Billy Klüver, of Swedish origin, was born in Monaco and became known for implementing Jean Tinguely’s kinetic sculpture, titled Tribute to New York, which was installed in 1960 in the garden of the Museum of Modern Art in New York and self-destructed in half an hour.

He founded the artists’ group Experiments in Art and Technology (E.A.T.) in New York in 1966 together with his colleague Fred Waldhauer, also an electrical engineer, and two artists, Robert Rauschenberg and Robert Whitman. This was the first initiative in the history of modernism seeking to create works based on ideas jointly conceived by artists and engineers and focusing on the future of technology. The group, which eventually grew into a movement, was soon joined by thousands of artists and engineers, including artists combining the cutting edge technology of the time with happenings, such as John Cage, David Tudor and Yvonne Rainer, who also participated in the programme titled 9 Evenings: Theatre and Engineering, announced by E.A.T.; as well as one of the most important representatives of pop art, Robert Rauschenberg, who opened the event with his interactive performance titled Open Score; and one of the pioneers of cognitive psychology, Béla Julesz, hailing from Budapest.

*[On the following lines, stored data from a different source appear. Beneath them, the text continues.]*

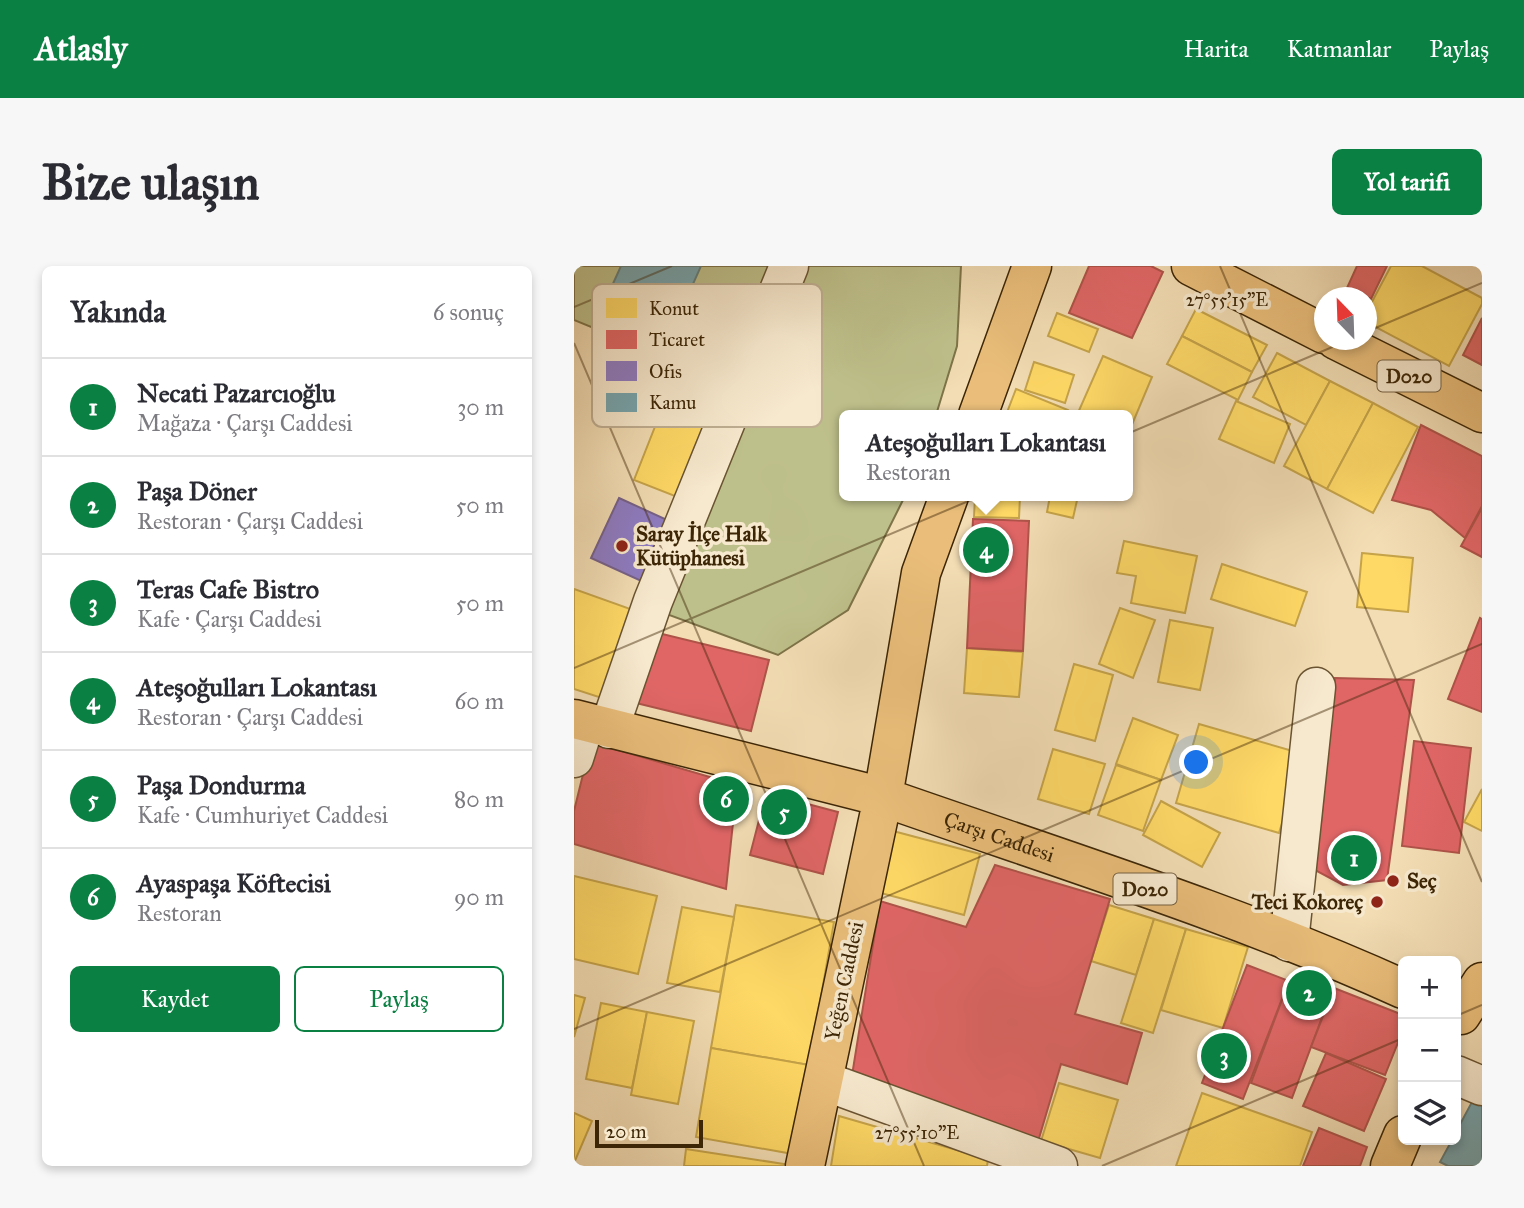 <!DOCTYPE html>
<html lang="tr">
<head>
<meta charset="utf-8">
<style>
	:root { --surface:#fff; --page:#f7f7f7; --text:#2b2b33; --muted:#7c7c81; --line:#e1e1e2; --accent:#0b8043 }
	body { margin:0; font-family:"IM FELL Great Primer",serif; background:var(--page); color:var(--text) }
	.controls { position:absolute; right:21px; bottom:21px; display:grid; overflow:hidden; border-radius:10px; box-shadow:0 4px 10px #0003 }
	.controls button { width:63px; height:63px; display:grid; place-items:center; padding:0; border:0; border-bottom:2px solid var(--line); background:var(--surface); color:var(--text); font:35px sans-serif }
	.compass { position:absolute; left:740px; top:21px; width:63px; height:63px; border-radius:50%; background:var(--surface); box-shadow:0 4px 10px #0003; rotate:337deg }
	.scale { position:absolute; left:21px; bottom:18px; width:108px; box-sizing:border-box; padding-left:7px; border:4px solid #3d2606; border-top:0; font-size:19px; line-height:24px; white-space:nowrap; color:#3d2606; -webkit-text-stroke:5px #f7e9ce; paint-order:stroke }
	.you { position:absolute; left:623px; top:497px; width:24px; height:24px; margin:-18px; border:5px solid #fff; border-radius:50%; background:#1a73e8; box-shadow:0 0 0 10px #1a73e833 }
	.badge { display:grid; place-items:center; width:46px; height:46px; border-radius:50%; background:var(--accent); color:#fff; font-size:23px; font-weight:700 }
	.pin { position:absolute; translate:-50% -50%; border:4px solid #fff; box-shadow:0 2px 7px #0006 }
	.popup { position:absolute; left:265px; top:144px; width:294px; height:91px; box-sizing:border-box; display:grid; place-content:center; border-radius:10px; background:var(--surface); filter:drop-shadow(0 2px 5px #0005); font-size:23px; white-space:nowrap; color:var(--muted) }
	.popup b { font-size:26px; color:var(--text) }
	.popup::after { content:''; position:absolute; left:50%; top:100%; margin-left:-14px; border:14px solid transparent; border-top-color:var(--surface) }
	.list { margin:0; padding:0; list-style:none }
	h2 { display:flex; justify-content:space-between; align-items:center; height:91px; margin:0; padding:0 28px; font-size:30px }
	h2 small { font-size:23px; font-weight:400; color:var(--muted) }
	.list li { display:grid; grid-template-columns:46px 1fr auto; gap:21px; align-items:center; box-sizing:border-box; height:98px; padding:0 28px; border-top:2px solid var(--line) }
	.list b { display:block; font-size:26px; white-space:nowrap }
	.list p { margin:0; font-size:23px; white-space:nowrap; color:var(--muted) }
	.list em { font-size:23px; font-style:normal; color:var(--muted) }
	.actions { display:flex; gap:14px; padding:21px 28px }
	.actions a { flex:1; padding:16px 0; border:2px solid var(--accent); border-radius:10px; text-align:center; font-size:24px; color:var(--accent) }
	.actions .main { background:var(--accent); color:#fff }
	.icon { flex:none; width:38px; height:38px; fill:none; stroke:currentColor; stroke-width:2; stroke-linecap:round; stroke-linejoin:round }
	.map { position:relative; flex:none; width:908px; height:900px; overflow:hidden; border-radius:10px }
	header { display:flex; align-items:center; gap:42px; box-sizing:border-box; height:98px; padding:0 35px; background:var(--accent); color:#fff }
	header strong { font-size:33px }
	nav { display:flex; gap:38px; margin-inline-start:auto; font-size:24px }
	.intro { display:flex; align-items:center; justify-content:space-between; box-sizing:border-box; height:168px; padding:0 42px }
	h1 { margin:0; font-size:49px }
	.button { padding:18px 32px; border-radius:10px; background:var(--accent); color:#fff; font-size:24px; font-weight:700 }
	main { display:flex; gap:42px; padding:0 42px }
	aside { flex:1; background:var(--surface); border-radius:10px; box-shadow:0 4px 10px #0003 }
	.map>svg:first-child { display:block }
	.green { fill:#bec08b; stroke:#7e7348; stroke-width:2 }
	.homes { fill:#ffd966; stroke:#c5a349; stroke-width:2 }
	.shops { fill:#e06666; stroke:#af5349; stroke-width:2 }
	.offices { fill:#8e7cc3; stroke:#76628a; stroke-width:2 }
	.public { fill:#76a5af; stroke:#657f7c; stroke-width:2 }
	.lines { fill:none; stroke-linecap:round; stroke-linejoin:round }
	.minor-casing { stroke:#6a5432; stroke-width:41 }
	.major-casing { stroke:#3d2606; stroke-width:41 }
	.highway-casing { stroke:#3d2606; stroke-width:41 }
	.minor { stroke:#f7e9ce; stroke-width:38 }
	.major { stroke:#eabe7a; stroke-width:38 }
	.highway { stroke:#eabe7a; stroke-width:38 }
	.ticks { fill:none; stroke:#3d2606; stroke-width:2; stroke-opacity:0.45 }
	.poi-dot { fill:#8f2418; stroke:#f7e9ce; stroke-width:2.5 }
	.labels { text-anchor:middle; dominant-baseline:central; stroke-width:7; stroke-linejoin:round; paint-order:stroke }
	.shield { fill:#f7e9ce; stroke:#756042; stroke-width:2 }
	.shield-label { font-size:19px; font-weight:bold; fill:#3d2606 }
	.poi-label { font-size:21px; font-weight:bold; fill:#3d2606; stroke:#f7e9ce; text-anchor:start }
	.street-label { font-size:21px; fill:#3d2606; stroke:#f7e9ce }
	.key { fill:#f7e9ce; stroke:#bfae92; stroke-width:2 }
	.key-label { font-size:19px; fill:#3d2606 }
	.ticks-label { font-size:18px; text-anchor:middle; fill:#3d2606; stroke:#f7e9ce; stroke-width:7; stroke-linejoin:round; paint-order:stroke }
</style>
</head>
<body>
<header>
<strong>Atlasly</strong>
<nav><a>Harita</a><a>Katmanlar</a><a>Paylaş</a></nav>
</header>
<div class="intro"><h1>Bize ulaşın</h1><a class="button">Yol tarifi</a></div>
<main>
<aside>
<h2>Yakında<small>6 sonuç</small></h2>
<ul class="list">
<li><span class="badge">1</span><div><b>Necati Pazarcıoğlu</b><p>Mağaza · Çarşı Caddesi</p></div><em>30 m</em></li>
<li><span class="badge">2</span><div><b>Paşa Döner</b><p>Restoran · Çarşı Caddesi</p></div><em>50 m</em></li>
<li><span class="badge">3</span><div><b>Teras Cafe Bistro</b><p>Kafe · Çarşı Caddesi</p></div><em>50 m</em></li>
<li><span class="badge">4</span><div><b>Ateşoğulları Lokantası</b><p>Restoran · Çarşı Caddesi</p></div><em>60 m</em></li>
<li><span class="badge">5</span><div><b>Paşa Dondurma</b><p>Kafe · Cumhuriyet Caddesi</p></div><em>80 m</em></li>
<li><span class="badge">6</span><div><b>Ayaspaşa Köftecisi</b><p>Restoran</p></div><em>90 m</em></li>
</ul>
<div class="actions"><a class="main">Kaydet</a><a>Paylaş</a></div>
</aside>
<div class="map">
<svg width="908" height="900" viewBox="0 0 908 900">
	<rect width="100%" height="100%" fill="#f3ddb4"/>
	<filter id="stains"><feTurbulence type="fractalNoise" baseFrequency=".00286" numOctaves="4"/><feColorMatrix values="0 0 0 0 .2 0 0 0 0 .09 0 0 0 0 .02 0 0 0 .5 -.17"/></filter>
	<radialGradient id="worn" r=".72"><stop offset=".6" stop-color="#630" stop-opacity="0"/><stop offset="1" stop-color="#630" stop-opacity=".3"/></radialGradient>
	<path class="green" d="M 0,0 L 387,0 L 383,80 L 362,149 L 270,149 L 270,230 L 331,230 L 274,344 L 204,389 L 87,346 L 171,124 L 0,54 Z"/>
	<g class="homes">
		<path d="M 817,0 L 848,0 L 908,32 L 908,38 L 875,100 L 792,56 L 792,47 Z"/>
		<path d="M 622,43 L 693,79 L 678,106 L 608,70 Z"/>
		<path d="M 483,47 L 524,63 L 515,86 L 474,70 Z"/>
		<path d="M 608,70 L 678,106 L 664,134 L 593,98 Z"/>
		<path d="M 703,87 L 756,115 L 732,159 L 679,131 Z"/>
		<path d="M 529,90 L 578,111 L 554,168 L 554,149 L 503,149 Z"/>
		<path d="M 460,96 L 500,109 L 491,137 L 451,124 Z"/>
		<path d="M 99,115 L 150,135 L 111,234 L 60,214 Z"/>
		<path d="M 756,115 L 799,137 L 753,223 L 710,200 Z"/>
		<path d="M 442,123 L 494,144 L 492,149 L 432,149 Z"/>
		<path d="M 662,135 L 716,158 L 700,197 L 645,173 Z"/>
		<path d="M 799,137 L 844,161 L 799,247 L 753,223 Z"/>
		<path d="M 401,230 L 446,230 L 445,252 L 400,251 Z"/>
		<path d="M 476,230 L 504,230 L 499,252 L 473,246 Z"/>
		<path d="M 550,275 L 623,290 L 611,347 L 557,337 L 562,310 L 543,307 Z"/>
		<path d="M 788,287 L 839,292 L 834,346 L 783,341 Z"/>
		<path d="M 648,298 L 733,326 L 721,360 L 637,333 Z"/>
		<path d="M 0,323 L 62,345 L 31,433 L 0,423 Z"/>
		<path d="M 546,342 L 581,354 L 559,412 L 525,398 Z"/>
		<path d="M 596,354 L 639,362 L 626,424 L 584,416 Z"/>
		<path d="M 393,382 L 449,386 L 445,431 L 390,427 Z"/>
		<path d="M 500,398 L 539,409 L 521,475 L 481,464 Z"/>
		<path d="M 559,452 L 604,469 L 587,514 L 542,498 Z"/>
		<path d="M 625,458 L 729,488 L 705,567 L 602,537 Z"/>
		<path d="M 479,483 L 531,498 L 515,548 L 464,533 Z"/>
		<path d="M 542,499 L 587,514 L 569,565 L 524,549 Z"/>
		<path d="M 908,523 L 908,565 L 890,556 Z"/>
		<path d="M 587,535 L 646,567 L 628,601 L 569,569 Z"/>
		<path d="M 319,565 L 406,588 L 390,649 L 303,626 Z"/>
		<path d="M 0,610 L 83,630 L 64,708 L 0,693 Z"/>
		<path d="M 162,639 L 260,656 L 235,799 L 137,782 Z"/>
		<path d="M 535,639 L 580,653 L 562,709 L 517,695 Z"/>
		<path d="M 108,641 L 160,651 L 146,726 L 93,717 Z"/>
		<path d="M 580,653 L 612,663 L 579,767 L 547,757 Z"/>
		<path d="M 612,663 L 674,681 L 649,762 L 587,744 Z"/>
		<path d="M 0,729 L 11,732 L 0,771 Z"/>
		<path d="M 27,737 L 73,746 L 58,822 L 12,813 Z"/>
		<path d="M 73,746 L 120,755 L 104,838 L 57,829 Z"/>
		<path d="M 137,782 L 235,799 L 219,888 L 122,871 Z"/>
		<path d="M 485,817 L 544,834 L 526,892 L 467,875 Z"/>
		<path d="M 628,827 L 738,866 L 726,900 L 602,900 Z"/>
		<path d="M 0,847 L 18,855 L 0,897 Z"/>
		<path d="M 265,850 L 414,893 L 413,900 L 257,900 Z"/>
		<path d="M 112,883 L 210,898 L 209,900 L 110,900 Z"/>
	</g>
	<g class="shops">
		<path d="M 515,0 L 577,0 L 589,6 L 558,72 L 495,47 Z"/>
		<path d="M 783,0 L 813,0 L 797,33 L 773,22 Z"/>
		<path d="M 908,52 L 908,99 L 889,89 Z"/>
		<path d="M 847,159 L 908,190 L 908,240 L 891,272 L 857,244 L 818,234 Z"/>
		<path d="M 908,242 L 908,291 L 887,280 Z"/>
		<path d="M 399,253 L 455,255 L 449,385 L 393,382 Z"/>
		<path d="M 906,352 L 908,353 L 908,446 L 874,433 Z"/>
		<path d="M 80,366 L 195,394 L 177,465 L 62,437 Z"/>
		<path d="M 761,412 L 840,414 L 813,614 L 769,619 L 739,603 L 747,557 Z"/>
		<path d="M 840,475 L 897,482 L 885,587 L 828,580 Z"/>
		<path d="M 17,476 L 163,519 L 152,623 L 0,578 L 0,545 Z"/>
		<path d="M 192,527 L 264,546 L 249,608 L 176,589 Z"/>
		<path d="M 421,599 L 536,633 L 501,748 L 568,767 L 553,818 L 487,798 L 463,879 L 276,822 L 306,635 L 392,661 Z"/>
		<path d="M 673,699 L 715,715 L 669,833 L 628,817 Z"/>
		<path d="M 715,715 L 756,730 L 718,832 L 677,817 Z"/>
		<path d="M 760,722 L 829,749 L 829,764 L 811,809 L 737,781 Z"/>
		<path d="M 752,787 L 812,813 L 790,865 L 729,840 Z"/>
		<path d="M 745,862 L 793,881 L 786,900 L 729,900 Z"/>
	</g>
	<path class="offices" d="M 45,232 L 104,259 L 76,319 L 17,292 Z"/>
	<g class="public">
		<path d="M 47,0 L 127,0 L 99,63 L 32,33 Z"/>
		<path d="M 899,834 L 908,839 L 908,900 L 874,900 L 866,896 L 878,874 L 882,874 L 882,866 Z"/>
	</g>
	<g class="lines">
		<g class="minor-casing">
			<g id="minor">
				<path d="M 35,463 L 79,335 L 215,0"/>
				<path d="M 0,492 L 11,457"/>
				<path d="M 715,676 L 742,421"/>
				<path d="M 882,809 L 908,820"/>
				<path d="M 250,815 L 484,900"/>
			</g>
		</g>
		<g class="major-casing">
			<g id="major">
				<path d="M 0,453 L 309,531 L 231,900"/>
				<path d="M 816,900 L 829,869"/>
			</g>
		</g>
		<g class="highway-casing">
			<g id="highway">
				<path d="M 617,0 L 750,68"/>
				<path d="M 762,74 L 908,147"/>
				<path d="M 404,149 L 458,0"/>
				<path id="s1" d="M 375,230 L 347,307 L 309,531 C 483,592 661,647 829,723"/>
				<path d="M 882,747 L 887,749 L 908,716"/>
			</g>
		</g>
		<use href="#minor" class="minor"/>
		<use href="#major" class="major"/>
		<use href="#highway" class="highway"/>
	</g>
	<path class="ticks" d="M 646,0 L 908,616M 0,41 L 98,0M 792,66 L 908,17M 0,77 L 350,900M 0,402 L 775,74M 882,750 L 908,739M 0,763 L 908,378M 528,900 L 829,772"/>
	<g class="poi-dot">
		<circle cx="48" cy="280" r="7"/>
		<circle cx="819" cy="615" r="7"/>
		<circle cx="803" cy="636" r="7"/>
	</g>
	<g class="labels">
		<g class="shield">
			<rect x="803.5" y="94.5" width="63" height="31" rx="5"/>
			<rect x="539.5" y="607.5" width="63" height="31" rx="5"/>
		</g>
		<g class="shield-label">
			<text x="835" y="110">D020</text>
			<text x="571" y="623">D020</text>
		</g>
		<g class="poi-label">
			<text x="62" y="268">Saray İlçe Halk<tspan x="62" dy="24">Kütüphanesi</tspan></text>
			<text x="833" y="615">Seç</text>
			<text x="789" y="636" text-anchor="end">Teci Kokoreç</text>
		</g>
		<g class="street-label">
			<text stroke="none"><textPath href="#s1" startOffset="432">Çarşı Caddesi</textPath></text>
			<text transform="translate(270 715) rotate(-78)">Yeğen Caddesi</text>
		</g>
	</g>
	<rect x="18" y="18" width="230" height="143" rx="10" class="key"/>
	<rect x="32" y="32" width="31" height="20" fill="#ffd966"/>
	<rect x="32" y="64" width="31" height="19" fill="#e06666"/>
	<rect x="32" y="95" width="31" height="20" fill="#8e7cc3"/>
	<rect x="32" y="127" width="31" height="19" fill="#76a5af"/>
	<g class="key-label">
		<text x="75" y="49">Konut</text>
		<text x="75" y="80">Ticaret</text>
		<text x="75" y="112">Ofis</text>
		<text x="75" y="143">Kamu</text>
	</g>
	<g class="ticks-label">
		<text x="653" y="40">27°55'15"E</text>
		<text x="343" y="873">27°55'10"E</text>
	</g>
	<rect width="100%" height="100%" filter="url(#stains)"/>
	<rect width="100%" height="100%" fill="url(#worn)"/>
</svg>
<div class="controls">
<button>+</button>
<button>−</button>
<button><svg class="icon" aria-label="layers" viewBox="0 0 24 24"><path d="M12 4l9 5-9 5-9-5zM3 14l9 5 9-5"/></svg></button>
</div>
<svg class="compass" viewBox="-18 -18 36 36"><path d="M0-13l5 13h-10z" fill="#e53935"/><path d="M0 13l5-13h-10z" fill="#7c7c81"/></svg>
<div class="scale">20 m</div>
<div class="you"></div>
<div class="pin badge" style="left:780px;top:592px">1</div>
<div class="pin badge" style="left:735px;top:727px">2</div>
<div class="pin badge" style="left:650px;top:790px">3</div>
<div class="pin badge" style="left:412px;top:284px">4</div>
<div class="popup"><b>Ateşoğulları Lokantası</b>Restoran</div>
<div class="pin badge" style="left:210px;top:546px">5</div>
<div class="pin badge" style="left:152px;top:533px">6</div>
</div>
</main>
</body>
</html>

Exploring the frontiers of art, Billy Klüver approached works of fine with the scientific stance of an electrical engineer. This approach is manifest in the way he immersed himself in the study of Jean Cocteau’s photographs. He realised that the exact date Cocteau took the photographs – on 6x9 cm negatives, with the camera his mother lent him – could be calculated based on the shadows of the buildings that can be seen in the background as well as the position of the Sun and the light’s angle of incidence. It was established on the basis of his research carried out at the Bureau des Longitudes, the observatory in Paris, as well as based on meteorological and astronomical maps of the given day, measurements taken at the location, and notes made by participants in the event at the time and subsequently that the pictures were taken between 12.30 and 16.30 on 12 August 1916.